Since he came into office, progressives and members of his own party have criticized the president for his failure to steer the country away from Pres. Bush’s foreign policy, which involved preemptive strikes and regime change, all undertaken unilaterally. For a while it was difficult for most Obama supporters to effectively distinguish between what Bush did around the world and what Obama’s doing — there are still two wars, the detainees at Guantanamo Bay, and increased drone strikes.
And just one day before Obama’s speech, his administration admitted to killing four Americans in drone strikes, one of whom was intentionally targeted.
Yet, despite the detractors, Obama convincingly explained how the Obama Doctrine is different from that of his predecessor. According to the president, the new policy involves “leading from behind” (which we saw in Libya), limiting the number of drone strikes to current security threats located in remote places, the use of foreign aid “creating reservoirs of goodwill that marginalize extremists,” and putting American troops on the ground as a last resort.
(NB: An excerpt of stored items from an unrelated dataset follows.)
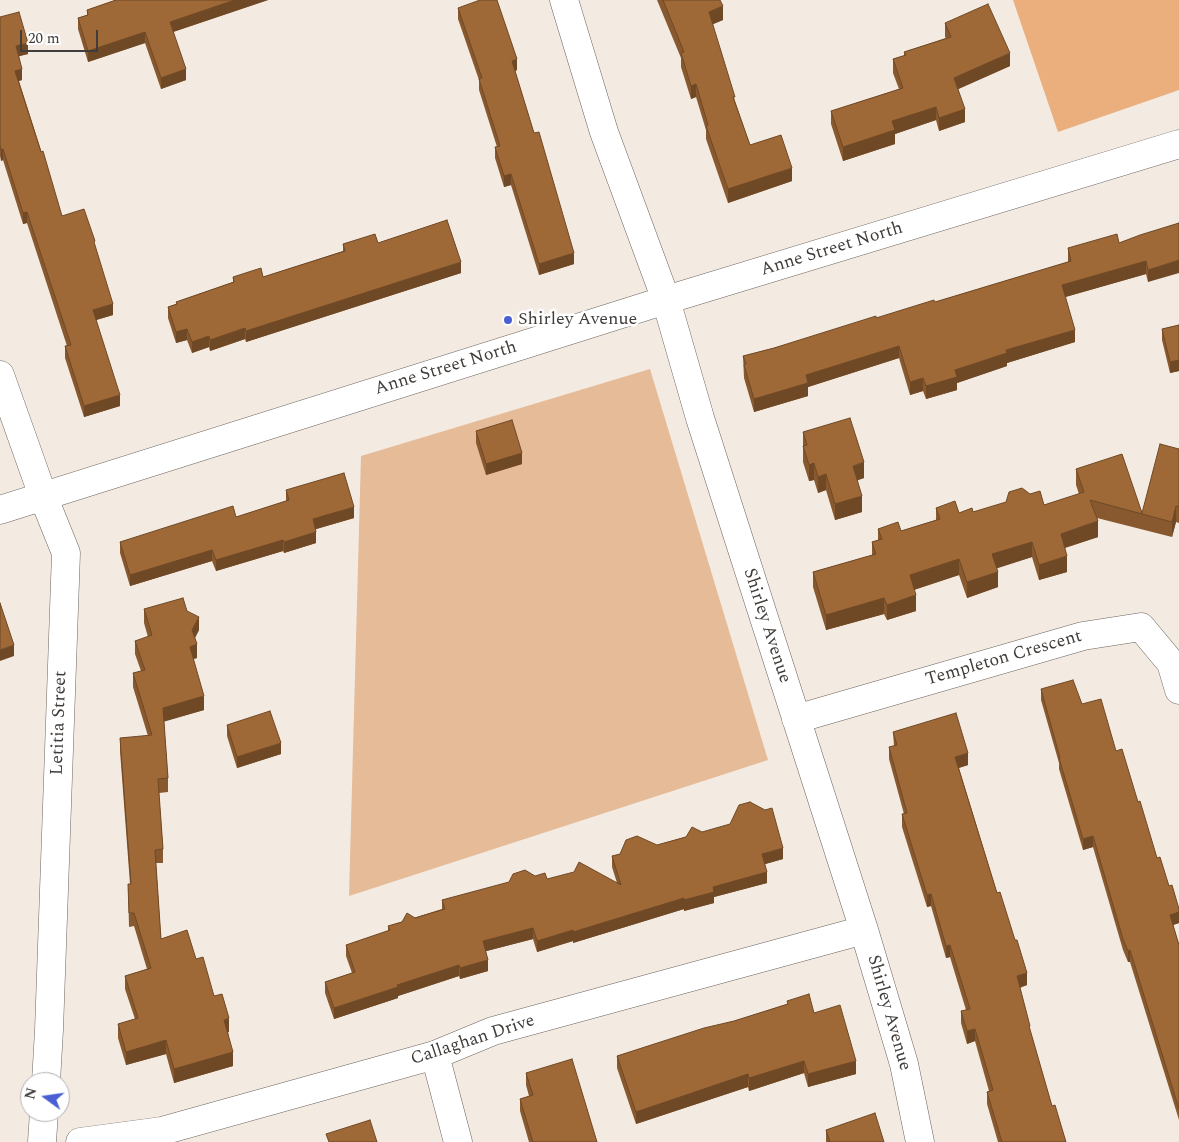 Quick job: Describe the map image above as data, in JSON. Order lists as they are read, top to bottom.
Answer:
{
  "streets": {
    "street": [
      "Anne Street North",
      "Shirley Avenue",
      "Templeton Crescent",
      "Letitia Street",
      "Callaghan Drive"
    ]
  },
  "crossings": [
    ["Anne Street North", "Shirley Avenue"],
    ["Anne Street North", "Letitia Street"],
    ["Shirley Avenue", "Templeton Crescent"],
    ["Shirley Avenue", "Callaghan Drive"]
  ],
  "places": ["Shirley Avenue"],
  "scale_bar": "20 m",
  "north": "left"
}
“History will cast a harsh judgment on this aspect of our fight against terrorism, and those of us who fail to end it,” the president said about Gitmo:
“Imagine a future – ten years from now, or twenty years from now – when the United States of America is still holding people who have been charged with no crime on a piece of land that is not a part of our country. Look at the current situation, where we are force-feeding detainees who are holding a hunger strike. Is that who we are? Is that something that our Founders foresaw? Is that the America we want to leave to our children?”
The viral moment came when a Code Pink member interrupted the president during his talk on closing Gitmo, though I thought the president cleverly utilized her outburst to underscore the essence of his policy shift:
http://www.youtube.com/watch?v=lDlMPcxUTuA
(Watch the full speech, or read the transcript)
In all, it was a stirring rebuke of the Bush Doctrine that the president delivered on Thursday, one that will be analyzed for years to come.
Yet, his supporters have always known that he president higher principles on foreign policy than his predecessor did. But, as everything is with this president, they’ll wait to see if his actions match his rhetoric.